Task to carry out:
Each entry in the block below needs to be copied out exactly.

================================

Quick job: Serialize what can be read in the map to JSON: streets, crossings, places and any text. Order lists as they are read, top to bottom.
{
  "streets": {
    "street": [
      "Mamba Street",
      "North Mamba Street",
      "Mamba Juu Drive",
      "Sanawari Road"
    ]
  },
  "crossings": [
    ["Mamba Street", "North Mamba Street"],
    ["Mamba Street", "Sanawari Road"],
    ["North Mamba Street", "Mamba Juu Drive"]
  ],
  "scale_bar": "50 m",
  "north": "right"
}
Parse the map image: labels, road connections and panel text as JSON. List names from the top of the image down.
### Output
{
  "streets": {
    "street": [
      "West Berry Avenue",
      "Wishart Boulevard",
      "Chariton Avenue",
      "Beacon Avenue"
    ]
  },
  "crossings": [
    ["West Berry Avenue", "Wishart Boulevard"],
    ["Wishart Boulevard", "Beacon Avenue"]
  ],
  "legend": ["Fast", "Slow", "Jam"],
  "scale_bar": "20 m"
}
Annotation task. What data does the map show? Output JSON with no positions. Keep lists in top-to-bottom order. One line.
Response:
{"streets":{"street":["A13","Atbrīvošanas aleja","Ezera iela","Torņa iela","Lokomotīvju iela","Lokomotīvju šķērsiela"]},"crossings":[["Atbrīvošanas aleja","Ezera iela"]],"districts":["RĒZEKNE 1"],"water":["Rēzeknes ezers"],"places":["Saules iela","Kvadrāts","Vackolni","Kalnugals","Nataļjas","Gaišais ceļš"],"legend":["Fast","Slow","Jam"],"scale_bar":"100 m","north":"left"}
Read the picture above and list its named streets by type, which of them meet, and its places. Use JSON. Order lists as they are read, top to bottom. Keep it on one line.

================================

Problem solution:
Quick job: Serialize what can be read in the map to JSON: streets, crossings, places and any text. Order lists as they are read, top to bottom.
{
  "streets": {
    "street": [
      "Mamba Street",
      "North Mamba Street",
      "Mamba Juu Drive",
      "Sanawari Road"
    ]
  },
  "crossings": [
    ["Mamba Street", "North Mamba Street"],
    ["Mamba Street", "Sanawari Road"],
    ["North Mamba Street", "Mamba Juu Drive"]
  ],
  "scale_bar": "50 m",
  "north": "right"
}
Parse the map image: labels, road connections and panel text as JSON. List names from the top of the image down.
### Output
{
  "streets": {
    "street": [
      "West Berry Avenue",
      "Wishart Boulevard",
      "Chariton Avenue",
      "Beacon Avenue"
    ]
  },
  "crossings": [
    ["West Berry Avenue", "Wishart Boulevard"],
    ["Wishart Boulevard", "Beacon Avenue"]
  ],
  "legend": ["Fast", "Slow", "Jam"],
  "scale_bar": "20 m"
}
Annotation task. What data does the map show? Output JSON with no positions. Keep lists in top-to-bottom order. One line.
Response:
{"streets":{"street":["A13","Atbrīvošanas aleja","Ezera iela","Torņa iela","Lokomotīvju iela","Lokomotīvju šķērsiela"]},"crossings":[["Atbrīvošanas aleja","Ezera iela"]],"districts":["RĒZEKNE 1"],"water":["Rēzeknes ezers"],"places":["Saules iela","Kvadrāts","Vackolni","Kalnugals","Nataļjas","Gaišais ceļš"],"legend":["Fast","Slow","Jam"],"scale_bar":"100 m","north":"left"}
Read the picture above and list its named streets by type, which of them meet, and its places. Use JSON. Order lists as they are read, top to bottom. Keep it on one line.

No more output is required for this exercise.